Older homeowners withdrew record £3bn equity in 2017 - but those in the south pay higher rates

Gerrards Cross in Buckinghamshire; the south east accounted for almost a third of equity release lending last year
Gerrards Cross, Buckinghamshire. The south east accounted for almost a third of equity release lending last year Credit: Paul Grover

Home owners aged 55 or over withdrew an estimated £3bn equity from their properties in 2017, the largest annual borrowing ever recorded.

The figures, from specialist financial planners Key Retirement, show borrowing by this group jumped 40pc on the previous year - driven mainly by older homeowners wanting to clear other debts or spend on refurbishments.

Anyone over the age of 55 can use a “lifetime mortgage”, also known as equity release, to draw on the value of their homes. The majority of homeowners used at least some of the money raised to fund home improvements, according to Key Retirement.

The loans require no monthly repayments, with the interest instead rolling up until the loan is repaid, usually on the borrower’s death. Most lenders guarantee that the total amount of debt will never exceed the value of the borrower’s home - and the majority of rates are fixed for life.

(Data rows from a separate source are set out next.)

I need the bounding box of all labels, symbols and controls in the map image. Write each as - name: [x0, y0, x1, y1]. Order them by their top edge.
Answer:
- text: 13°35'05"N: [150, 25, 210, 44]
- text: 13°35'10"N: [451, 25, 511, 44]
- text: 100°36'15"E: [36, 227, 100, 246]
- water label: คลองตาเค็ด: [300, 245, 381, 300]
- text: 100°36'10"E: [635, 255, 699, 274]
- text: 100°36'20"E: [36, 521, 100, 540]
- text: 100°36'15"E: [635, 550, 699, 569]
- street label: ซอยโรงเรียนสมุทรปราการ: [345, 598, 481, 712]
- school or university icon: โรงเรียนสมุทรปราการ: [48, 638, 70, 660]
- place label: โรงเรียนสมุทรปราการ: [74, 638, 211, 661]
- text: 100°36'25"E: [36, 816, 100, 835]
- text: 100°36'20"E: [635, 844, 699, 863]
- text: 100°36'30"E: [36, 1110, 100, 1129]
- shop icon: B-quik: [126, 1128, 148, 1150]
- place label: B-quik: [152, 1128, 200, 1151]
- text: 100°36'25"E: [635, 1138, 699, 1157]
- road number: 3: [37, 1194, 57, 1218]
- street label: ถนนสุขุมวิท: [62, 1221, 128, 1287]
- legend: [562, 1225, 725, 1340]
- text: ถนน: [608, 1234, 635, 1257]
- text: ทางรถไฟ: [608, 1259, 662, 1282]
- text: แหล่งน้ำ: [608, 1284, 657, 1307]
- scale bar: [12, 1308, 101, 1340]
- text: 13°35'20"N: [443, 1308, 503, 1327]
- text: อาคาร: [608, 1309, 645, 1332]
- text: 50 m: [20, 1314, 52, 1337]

A new trend sees lenders charge higher rates in certain regions

While equity release business has boomed, some of the biggest lenders have introduced a new policy of charging higher fixed rates to borrowers in certain regions, namely  London and the south east, where property prices are higher and thus deemed more at risk of a correction.

On its “Flexible Max Plus” plan, major equity release lender Legal & General charges customers in London and the south east a rate of 5.72pc, while borrowers elsewhere pay just 5.66pc.

Over the course of a 20-year loan of £71,500, this means the London borrower would pay an additional £2,584 in interest payments, according to research by Laterliving Now!, an adviser.

Adrian Anderson, of Anderson Harris, a mortgage broker, said: “Some companies may feel that London or the south east is quite overheated and there’s more potential for value in other areas of the country. This is all about lenders managing their risk, and this is just one factor they will use to set pricing.

“But it’s frustrating for consumers and I think some will see it as unfair. Lenders have got to be careful the difference doesn’t become too large.”

A spokesman for Legal & General Home Finance said the company’s new strategy is aimed at boosting equity release outside London and the south east, which traditionally make up the bulk of the market.

“As part of this commitment, we are piloting slightly lower prices to customers in the rest of the UK, which also reflects the property risk of lending in these regions,” he said. “We hope this will raise customer awareness  in other parts of the country to consider the role a lifetime mortgage can play in their retirement plans and realise the benefits of accessing property wealth in later life.”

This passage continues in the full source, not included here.